→ Assignment:
How many lines of these entries hold the string "linecap"? Answer with the number alone.
━━━━━ Supplied records
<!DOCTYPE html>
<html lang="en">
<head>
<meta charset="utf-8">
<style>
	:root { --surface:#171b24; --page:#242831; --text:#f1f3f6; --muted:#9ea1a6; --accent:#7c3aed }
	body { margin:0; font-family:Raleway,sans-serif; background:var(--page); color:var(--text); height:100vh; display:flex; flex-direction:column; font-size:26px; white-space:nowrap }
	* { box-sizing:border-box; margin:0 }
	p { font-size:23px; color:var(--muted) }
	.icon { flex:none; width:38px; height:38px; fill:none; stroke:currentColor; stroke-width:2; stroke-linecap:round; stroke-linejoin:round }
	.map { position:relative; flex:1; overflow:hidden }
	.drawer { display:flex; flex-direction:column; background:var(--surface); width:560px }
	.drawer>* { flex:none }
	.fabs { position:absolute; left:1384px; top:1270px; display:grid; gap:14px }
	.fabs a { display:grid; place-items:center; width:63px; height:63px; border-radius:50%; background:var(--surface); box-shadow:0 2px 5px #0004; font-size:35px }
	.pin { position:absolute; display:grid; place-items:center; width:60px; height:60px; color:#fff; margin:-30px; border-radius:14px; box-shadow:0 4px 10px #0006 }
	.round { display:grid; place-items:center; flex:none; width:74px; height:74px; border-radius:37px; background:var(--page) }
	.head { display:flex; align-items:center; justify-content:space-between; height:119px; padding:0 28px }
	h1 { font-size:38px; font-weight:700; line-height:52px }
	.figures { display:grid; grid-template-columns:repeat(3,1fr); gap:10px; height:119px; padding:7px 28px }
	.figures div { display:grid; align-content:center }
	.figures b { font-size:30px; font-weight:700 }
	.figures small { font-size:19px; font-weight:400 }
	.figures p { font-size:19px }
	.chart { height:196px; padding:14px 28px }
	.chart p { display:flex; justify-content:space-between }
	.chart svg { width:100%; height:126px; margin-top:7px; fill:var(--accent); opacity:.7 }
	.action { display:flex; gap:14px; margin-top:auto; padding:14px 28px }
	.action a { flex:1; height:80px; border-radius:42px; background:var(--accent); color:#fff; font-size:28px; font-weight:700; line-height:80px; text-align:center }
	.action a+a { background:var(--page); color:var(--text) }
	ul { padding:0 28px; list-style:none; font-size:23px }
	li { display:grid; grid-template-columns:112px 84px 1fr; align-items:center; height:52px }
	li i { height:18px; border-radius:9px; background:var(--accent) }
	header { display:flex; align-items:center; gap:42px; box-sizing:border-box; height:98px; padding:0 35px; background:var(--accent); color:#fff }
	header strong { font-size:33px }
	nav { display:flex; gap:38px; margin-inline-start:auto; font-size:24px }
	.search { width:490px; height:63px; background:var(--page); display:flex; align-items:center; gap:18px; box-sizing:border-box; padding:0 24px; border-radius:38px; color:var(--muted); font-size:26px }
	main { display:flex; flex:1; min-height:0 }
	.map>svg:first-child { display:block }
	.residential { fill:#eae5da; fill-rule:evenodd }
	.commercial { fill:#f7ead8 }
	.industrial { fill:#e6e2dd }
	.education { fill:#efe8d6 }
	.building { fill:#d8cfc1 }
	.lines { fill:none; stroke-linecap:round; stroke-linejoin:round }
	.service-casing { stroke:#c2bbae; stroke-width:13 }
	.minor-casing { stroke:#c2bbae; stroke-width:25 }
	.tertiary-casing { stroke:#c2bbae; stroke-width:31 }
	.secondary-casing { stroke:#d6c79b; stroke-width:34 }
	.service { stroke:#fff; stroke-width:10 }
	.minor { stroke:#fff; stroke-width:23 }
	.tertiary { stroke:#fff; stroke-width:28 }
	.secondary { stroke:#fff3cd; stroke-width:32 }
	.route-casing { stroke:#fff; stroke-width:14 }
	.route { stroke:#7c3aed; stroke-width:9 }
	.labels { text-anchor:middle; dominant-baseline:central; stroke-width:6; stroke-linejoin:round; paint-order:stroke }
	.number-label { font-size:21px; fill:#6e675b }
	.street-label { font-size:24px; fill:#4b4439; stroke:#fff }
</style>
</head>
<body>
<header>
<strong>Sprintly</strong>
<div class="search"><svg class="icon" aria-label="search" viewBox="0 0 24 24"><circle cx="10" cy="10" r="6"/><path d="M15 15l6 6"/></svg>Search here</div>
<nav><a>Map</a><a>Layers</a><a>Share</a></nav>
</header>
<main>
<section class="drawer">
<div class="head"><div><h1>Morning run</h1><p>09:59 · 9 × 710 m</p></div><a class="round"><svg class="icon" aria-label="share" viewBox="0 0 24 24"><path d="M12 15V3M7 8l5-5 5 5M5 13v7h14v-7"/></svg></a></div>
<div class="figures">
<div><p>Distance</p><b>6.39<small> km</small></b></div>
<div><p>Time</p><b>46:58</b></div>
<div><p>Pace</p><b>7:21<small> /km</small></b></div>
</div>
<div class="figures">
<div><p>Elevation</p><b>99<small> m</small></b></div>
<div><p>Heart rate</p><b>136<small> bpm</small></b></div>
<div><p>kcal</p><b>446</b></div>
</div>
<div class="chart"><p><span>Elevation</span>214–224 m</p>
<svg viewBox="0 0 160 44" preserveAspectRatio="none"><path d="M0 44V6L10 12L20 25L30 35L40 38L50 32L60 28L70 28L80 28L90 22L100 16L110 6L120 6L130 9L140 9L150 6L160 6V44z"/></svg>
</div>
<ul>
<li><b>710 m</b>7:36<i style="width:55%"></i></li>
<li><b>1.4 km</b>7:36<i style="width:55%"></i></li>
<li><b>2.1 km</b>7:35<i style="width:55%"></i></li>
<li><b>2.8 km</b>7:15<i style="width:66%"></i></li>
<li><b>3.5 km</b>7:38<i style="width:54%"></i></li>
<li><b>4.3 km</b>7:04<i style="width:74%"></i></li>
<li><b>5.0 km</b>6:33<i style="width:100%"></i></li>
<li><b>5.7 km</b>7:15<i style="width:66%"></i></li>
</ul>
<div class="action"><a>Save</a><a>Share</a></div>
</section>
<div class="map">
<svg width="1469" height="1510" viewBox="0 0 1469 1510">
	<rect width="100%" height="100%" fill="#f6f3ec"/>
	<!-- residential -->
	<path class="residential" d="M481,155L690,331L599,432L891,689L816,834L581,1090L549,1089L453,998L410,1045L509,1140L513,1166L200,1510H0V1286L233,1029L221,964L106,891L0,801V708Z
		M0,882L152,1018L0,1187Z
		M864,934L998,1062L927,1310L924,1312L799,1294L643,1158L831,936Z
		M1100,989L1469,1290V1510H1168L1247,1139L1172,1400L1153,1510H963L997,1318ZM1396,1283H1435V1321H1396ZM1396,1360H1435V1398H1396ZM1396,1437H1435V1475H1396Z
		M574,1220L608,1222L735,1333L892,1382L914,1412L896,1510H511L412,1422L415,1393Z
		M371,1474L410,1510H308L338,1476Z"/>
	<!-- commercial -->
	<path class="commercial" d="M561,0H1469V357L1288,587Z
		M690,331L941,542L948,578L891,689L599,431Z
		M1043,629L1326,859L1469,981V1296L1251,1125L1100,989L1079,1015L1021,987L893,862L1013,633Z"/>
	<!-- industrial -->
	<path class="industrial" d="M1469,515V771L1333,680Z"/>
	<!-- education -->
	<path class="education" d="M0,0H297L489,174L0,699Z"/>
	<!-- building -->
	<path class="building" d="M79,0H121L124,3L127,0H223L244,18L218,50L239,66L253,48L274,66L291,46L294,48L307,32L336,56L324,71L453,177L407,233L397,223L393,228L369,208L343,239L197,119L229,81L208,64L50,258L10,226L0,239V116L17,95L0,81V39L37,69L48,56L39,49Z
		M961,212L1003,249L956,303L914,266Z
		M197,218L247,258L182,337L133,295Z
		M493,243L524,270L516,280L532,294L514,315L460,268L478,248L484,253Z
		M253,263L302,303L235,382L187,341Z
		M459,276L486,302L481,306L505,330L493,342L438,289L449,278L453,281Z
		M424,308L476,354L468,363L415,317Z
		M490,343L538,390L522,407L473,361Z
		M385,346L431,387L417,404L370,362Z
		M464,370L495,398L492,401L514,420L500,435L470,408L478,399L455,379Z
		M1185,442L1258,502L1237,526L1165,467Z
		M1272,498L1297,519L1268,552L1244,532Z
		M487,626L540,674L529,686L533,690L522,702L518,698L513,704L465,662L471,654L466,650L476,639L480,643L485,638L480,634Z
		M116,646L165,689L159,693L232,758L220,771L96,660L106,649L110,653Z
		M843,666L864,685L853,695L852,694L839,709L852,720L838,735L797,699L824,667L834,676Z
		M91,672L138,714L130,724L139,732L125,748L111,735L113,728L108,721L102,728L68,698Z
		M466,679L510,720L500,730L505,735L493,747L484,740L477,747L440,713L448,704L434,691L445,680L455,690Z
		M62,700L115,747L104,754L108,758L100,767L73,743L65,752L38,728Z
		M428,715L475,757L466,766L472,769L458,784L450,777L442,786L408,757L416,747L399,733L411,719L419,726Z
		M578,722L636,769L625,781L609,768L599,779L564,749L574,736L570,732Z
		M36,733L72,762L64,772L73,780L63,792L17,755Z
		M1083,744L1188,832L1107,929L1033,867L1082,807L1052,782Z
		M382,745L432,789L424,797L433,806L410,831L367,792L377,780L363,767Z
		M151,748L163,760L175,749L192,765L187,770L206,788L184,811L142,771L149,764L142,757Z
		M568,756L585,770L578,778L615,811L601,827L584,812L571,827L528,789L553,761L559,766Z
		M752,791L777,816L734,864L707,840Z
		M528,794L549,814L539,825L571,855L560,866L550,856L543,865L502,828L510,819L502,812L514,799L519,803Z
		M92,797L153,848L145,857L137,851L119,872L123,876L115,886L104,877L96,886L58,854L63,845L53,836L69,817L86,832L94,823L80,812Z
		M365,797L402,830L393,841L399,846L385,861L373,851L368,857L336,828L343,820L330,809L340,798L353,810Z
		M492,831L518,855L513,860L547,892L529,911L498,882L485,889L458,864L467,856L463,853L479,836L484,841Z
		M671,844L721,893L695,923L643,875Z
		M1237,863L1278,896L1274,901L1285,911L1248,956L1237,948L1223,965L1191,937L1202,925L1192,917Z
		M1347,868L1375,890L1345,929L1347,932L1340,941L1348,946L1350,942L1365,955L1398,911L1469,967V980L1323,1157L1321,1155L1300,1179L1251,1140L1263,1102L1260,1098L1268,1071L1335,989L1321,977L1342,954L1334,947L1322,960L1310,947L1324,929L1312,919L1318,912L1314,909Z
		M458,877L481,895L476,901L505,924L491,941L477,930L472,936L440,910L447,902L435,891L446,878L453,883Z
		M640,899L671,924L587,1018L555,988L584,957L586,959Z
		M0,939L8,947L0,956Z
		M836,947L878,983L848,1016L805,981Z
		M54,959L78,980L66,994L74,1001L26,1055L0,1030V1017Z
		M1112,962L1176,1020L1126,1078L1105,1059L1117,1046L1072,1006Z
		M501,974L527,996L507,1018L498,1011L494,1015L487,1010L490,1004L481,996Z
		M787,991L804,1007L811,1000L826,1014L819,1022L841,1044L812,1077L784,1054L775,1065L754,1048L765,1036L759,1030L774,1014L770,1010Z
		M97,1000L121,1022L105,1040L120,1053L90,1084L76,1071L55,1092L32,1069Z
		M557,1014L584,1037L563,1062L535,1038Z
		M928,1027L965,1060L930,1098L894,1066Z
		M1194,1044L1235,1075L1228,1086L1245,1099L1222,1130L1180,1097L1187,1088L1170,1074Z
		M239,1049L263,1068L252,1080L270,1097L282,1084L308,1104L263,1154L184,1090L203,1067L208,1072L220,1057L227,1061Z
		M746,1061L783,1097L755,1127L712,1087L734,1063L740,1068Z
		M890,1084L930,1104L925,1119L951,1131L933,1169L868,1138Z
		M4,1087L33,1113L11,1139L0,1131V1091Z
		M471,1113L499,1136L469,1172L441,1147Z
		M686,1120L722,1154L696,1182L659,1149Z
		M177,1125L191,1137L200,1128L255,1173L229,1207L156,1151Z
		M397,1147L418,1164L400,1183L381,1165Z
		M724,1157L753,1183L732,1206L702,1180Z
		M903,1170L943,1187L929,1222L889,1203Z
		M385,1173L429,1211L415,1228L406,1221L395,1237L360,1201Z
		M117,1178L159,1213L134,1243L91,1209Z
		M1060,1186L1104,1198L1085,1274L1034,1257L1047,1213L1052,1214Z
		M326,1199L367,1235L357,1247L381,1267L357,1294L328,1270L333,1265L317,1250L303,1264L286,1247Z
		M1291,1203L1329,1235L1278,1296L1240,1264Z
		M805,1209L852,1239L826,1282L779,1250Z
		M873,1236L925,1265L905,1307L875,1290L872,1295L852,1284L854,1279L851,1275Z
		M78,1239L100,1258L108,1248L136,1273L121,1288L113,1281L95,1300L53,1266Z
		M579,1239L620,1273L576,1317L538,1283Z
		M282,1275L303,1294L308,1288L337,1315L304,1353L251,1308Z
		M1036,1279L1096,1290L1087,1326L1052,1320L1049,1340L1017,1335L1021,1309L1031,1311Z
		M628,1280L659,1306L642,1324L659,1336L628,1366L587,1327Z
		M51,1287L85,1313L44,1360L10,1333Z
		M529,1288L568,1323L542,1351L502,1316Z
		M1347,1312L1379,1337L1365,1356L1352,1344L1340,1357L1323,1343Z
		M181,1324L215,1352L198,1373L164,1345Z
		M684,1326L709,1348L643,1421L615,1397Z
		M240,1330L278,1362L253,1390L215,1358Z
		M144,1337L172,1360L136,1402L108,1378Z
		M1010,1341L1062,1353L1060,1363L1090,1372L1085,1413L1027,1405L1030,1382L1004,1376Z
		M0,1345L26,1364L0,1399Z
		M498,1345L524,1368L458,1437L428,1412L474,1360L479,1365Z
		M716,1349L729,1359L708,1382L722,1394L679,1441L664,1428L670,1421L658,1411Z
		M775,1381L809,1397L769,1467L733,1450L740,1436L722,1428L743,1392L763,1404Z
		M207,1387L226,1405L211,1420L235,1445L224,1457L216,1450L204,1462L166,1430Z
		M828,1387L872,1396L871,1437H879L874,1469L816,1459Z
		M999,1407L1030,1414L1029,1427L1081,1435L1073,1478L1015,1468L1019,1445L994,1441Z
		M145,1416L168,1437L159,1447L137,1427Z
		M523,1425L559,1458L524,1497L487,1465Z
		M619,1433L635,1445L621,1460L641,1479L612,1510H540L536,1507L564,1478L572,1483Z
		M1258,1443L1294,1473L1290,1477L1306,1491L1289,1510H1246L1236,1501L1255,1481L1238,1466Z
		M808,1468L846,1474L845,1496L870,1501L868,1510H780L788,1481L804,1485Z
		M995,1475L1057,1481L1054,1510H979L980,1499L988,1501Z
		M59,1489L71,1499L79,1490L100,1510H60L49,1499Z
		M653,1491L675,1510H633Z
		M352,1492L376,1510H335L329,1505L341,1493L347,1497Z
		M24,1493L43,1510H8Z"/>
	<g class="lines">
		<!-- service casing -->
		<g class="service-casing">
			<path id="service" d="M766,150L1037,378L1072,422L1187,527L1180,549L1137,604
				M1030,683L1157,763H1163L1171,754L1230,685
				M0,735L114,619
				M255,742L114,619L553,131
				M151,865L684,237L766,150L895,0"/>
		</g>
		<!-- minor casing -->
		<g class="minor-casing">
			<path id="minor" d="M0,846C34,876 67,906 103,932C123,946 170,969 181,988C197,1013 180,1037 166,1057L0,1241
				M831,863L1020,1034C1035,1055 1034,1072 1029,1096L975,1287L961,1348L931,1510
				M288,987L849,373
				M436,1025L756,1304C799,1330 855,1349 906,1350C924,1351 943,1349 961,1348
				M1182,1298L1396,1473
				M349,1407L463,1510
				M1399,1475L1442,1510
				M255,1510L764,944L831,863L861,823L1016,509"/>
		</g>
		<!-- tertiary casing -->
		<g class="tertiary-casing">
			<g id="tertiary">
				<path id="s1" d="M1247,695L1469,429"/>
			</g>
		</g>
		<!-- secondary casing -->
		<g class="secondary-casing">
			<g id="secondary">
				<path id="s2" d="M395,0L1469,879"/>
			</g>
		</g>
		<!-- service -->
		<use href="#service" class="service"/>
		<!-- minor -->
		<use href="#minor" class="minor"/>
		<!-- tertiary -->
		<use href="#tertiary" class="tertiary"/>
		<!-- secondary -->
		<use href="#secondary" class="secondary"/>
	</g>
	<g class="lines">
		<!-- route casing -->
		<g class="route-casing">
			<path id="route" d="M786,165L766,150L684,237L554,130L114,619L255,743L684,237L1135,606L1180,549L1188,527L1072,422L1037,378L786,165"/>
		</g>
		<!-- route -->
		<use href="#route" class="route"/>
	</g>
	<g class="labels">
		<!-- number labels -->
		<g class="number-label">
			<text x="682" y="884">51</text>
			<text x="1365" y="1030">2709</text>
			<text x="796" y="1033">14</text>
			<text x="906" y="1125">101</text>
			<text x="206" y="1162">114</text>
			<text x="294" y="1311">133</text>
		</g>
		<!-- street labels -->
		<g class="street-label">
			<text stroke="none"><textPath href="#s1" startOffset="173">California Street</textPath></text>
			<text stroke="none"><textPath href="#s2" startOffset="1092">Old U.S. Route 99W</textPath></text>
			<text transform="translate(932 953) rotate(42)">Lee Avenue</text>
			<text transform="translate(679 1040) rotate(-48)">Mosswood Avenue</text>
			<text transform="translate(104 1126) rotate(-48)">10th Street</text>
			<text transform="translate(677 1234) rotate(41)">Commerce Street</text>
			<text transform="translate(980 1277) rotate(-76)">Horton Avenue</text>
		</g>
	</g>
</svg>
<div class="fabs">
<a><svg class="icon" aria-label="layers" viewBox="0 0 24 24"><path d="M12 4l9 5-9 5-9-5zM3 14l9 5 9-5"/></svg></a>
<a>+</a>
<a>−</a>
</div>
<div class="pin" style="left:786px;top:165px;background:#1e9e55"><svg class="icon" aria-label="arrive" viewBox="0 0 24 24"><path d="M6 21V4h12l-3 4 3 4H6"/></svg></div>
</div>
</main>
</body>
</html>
━━━━━━━━━━
→ Result of this task:
2